Saved data entries:
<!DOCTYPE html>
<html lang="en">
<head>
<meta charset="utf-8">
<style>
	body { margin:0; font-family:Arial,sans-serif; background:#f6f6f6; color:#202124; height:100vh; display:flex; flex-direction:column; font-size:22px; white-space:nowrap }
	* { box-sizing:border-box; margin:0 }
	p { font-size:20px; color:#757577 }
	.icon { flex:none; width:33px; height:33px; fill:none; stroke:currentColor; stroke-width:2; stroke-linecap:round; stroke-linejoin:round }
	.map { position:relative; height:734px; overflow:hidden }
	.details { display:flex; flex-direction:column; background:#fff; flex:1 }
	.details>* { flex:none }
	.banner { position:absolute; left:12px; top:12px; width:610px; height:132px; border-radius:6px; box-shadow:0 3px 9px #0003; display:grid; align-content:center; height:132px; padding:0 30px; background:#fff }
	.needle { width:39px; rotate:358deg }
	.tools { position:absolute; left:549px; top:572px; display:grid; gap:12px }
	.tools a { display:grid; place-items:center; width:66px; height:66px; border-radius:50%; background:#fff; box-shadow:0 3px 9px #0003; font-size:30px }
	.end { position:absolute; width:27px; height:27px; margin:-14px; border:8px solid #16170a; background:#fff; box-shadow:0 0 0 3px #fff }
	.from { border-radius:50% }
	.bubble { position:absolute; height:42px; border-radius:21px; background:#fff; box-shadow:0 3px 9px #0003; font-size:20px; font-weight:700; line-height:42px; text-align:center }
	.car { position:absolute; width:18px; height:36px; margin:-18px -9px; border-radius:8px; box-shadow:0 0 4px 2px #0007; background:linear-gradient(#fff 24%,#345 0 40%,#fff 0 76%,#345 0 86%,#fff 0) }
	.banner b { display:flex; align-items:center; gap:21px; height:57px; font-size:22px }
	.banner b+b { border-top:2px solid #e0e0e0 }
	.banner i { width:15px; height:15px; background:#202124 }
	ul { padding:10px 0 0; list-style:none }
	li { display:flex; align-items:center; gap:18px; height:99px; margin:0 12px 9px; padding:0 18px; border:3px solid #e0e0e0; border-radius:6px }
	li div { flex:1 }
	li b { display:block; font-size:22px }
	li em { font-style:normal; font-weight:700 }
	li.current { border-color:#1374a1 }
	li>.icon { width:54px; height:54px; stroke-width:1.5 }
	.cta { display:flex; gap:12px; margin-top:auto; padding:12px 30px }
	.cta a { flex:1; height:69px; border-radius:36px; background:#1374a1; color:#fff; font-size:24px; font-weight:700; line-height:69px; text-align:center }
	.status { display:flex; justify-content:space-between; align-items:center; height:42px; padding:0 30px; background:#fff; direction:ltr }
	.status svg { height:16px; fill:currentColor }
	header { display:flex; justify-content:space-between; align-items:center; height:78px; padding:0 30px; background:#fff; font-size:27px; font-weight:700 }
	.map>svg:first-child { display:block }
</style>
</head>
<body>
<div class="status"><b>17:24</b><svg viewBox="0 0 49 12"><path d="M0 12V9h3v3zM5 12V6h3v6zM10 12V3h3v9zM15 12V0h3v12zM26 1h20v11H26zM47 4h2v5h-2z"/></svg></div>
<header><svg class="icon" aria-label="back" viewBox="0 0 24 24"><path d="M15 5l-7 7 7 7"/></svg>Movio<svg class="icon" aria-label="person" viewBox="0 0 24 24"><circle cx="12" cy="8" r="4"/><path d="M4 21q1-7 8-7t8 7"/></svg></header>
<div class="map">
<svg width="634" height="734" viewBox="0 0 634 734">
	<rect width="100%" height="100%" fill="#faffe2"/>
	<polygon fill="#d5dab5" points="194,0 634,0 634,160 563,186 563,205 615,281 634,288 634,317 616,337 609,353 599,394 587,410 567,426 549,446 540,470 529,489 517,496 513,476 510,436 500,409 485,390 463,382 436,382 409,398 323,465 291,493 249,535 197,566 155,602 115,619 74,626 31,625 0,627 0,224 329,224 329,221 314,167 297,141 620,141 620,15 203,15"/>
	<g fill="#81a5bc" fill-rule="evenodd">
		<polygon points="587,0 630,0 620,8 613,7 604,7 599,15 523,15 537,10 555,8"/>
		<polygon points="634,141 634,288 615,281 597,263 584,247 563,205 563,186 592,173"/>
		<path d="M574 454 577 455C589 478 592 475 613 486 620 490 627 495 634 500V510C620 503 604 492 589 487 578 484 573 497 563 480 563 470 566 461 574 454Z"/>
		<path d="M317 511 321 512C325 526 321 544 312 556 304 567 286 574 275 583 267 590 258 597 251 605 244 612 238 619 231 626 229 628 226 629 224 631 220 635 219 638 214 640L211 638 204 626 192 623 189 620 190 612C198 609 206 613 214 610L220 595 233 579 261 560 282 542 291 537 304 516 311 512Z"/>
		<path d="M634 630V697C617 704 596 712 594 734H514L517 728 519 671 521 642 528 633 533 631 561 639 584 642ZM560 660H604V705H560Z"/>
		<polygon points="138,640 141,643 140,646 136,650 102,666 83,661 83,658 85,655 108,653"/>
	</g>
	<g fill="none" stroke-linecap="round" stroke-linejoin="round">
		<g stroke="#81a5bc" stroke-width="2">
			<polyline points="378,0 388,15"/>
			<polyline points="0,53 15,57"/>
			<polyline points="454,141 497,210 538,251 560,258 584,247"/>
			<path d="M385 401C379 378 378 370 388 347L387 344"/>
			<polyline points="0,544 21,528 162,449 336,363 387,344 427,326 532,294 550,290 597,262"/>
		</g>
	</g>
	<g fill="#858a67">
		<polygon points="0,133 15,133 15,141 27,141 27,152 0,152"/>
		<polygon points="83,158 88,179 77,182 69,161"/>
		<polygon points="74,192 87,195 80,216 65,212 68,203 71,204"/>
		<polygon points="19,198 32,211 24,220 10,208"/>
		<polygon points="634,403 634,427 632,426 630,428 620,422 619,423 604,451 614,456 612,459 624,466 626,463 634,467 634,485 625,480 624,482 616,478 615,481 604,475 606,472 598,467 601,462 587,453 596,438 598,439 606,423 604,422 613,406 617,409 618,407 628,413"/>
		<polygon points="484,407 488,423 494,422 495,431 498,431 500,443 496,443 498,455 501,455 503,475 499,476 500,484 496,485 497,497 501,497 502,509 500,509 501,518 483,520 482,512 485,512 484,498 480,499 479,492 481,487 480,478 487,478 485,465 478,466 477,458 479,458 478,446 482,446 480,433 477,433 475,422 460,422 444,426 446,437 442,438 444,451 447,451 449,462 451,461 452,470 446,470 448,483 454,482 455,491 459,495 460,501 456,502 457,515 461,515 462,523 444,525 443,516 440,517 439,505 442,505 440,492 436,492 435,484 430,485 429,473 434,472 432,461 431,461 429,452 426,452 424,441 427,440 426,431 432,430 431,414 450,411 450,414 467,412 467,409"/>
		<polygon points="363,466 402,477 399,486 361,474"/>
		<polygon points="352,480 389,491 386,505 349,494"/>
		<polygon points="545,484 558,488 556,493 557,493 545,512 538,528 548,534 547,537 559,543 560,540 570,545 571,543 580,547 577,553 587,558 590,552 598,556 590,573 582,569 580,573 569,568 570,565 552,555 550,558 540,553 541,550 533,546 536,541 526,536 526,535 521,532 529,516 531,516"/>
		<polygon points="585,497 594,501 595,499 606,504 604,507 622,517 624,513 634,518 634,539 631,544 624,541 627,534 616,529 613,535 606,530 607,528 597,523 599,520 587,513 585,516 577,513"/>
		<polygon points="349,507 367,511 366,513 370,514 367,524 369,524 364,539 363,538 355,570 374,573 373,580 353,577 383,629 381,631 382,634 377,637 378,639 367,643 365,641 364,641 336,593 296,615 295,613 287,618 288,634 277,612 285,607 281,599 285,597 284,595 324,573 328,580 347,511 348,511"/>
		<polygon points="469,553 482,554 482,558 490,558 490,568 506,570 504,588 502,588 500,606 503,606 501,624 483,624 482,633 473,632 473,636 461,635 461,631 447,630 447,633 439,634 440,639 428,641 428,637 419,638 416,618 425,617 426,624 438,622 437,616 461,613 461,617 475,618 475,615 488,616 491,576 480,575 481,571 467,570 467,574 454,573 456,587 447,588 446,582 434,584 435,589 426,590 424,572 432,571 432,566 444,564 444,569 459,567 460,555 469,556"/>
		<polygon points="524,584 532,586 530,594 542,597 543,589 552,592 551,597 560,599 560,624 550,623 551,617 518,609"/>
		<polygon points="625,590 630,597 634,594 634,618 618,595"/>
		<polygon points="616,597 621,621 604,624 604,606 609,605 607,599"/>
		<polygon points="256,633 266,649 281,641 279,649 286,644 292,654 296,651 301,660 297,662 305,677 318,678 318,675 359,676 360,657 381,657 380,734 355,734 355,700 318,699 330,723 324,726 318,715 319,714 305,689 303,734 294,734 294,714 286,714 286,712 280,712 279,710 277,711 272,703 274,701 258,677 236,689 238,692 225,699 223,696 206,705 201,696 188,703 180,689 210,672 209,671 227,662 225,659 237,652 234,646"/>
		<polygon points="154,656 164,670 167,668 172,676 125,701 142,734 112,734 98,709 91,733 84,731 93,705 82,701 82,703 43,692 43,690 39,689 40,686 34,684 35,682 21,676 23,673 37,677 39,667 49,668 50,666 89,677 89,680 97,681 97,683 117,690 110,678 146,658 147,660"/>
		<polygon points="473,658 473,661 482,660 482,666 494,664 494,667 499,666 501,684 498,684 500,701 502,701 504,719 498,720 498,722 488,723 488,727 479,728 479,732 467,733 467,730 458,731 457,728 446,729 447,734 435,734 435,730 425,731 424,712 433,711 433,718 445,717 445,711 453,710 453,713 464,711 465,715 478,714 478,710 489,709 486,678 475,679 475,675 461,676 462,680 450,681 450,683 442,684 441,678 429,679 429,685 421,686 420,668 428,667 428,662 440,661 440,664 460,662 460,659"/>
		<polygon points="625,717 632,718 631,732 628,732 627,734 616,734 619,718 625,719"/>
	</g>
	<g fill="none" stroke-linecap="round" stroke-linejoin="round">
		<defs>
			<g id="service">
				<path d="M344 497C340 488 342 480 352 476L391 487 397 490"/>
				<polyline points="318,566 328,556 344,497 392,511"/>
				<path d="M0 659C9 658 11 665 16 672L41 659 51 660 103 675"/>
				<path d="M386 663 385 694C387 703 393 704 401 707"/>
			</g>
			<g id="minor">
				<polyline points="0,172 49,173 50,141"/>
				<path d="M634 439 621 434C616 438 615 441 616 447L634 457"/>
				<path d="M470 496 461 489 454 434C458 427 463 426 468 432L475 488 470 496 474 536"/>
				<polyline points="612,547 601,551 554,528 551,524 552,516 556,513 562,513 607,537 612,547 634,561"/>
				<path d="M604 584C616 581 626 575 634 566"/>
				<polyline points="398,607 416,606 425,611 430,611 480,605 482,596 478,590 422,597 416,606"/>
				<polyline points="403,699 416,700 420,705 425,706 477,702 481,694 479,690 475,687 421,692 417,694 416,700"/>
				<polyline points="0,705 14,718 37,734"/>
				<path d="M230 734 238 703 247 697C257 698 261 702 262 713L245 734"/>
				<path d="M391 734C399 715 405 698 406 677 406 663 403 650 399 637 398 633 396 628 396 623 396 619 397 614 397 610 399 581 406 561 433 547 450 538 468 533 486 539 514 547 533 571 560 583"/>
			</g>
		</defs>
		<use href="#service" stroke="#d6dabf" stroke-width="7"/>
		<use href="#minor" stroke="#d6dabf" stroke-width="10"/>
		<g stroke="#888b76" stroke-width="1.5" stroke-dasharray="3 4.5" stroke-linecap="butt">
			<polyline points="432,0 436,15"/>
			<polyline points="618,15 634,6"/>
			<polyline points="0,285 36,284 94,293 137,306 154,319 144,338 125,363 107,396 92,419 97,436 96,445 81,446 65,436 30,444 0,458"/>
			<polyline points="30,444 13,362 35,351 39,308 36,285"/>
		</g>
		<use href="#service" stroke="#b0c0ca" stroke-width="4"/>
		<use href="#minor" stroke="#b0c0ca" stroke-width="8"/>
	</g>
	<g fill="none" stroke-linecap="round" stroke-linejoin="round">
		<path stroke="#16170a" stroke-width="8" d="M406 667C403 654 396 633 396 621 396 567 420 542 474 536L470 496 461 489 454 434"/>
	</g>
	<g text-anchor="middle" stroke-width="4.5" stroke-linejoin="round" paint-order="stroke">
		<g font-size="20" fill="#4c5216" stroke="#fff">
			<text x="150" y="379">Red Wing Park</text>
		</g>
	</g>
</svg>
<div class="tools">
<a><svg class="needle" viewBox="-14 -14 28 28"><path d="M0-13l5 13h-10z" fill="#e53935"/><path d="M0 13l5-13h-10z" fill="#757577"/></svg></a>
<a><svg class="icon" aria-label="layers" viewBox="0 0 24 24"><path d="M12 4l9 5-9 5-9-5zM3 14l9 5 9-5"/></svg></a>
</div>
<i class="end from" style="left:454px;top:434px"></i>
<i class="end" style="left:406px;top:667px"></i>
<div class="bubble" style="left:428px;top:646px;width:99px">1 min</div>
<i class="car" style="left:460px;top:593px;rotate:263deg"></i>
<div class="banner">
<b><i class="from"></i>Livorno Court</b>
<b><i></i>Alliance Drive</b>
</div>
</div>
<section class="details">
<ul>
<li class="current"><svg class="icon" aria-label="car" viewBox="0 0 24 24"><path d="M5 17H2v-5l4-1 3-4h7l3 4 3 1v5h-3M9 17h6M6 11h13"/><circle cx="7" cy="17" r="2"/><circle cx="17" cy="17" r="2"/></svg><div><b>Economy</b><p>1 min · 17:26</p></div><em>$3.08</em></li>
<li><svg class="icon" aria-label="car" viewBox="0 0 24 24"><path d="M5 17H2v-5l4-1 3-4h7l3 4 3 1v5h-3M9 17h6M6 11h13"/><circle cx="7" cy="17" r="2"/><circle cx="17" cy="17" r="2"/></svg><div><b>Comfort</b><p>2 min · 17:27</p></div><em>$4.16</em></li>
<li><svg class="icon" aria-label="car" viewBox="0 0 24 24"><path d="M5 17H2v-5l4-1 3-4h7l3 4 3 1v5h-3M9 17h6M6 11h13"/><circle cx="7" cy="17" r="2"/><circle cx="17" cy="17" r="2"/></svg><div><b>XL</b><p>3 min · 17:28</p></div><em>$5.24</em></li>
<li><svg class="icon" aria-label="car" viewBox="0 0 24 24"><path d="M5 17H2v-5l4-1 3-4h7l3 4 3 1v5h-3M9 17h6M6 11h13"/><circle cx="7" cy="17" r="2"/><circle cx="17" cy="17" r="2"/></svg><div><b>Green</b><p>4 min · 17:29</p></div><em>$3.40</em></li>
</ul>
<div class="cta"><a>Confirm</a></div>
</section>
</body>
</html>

_Task to carry out_.
Show all lines above that contain "bubble".

_Task answer_.
	.bubble { position:absolute; height:42px; border-radius:21px; background:#fff; box-shadow:0 3px 9px #0003; font-size:20px; font-weight:700; line-height:42px; text-align:center }
<div class="bubble" style="left:428px;top:646px;width:99px">1 min</div>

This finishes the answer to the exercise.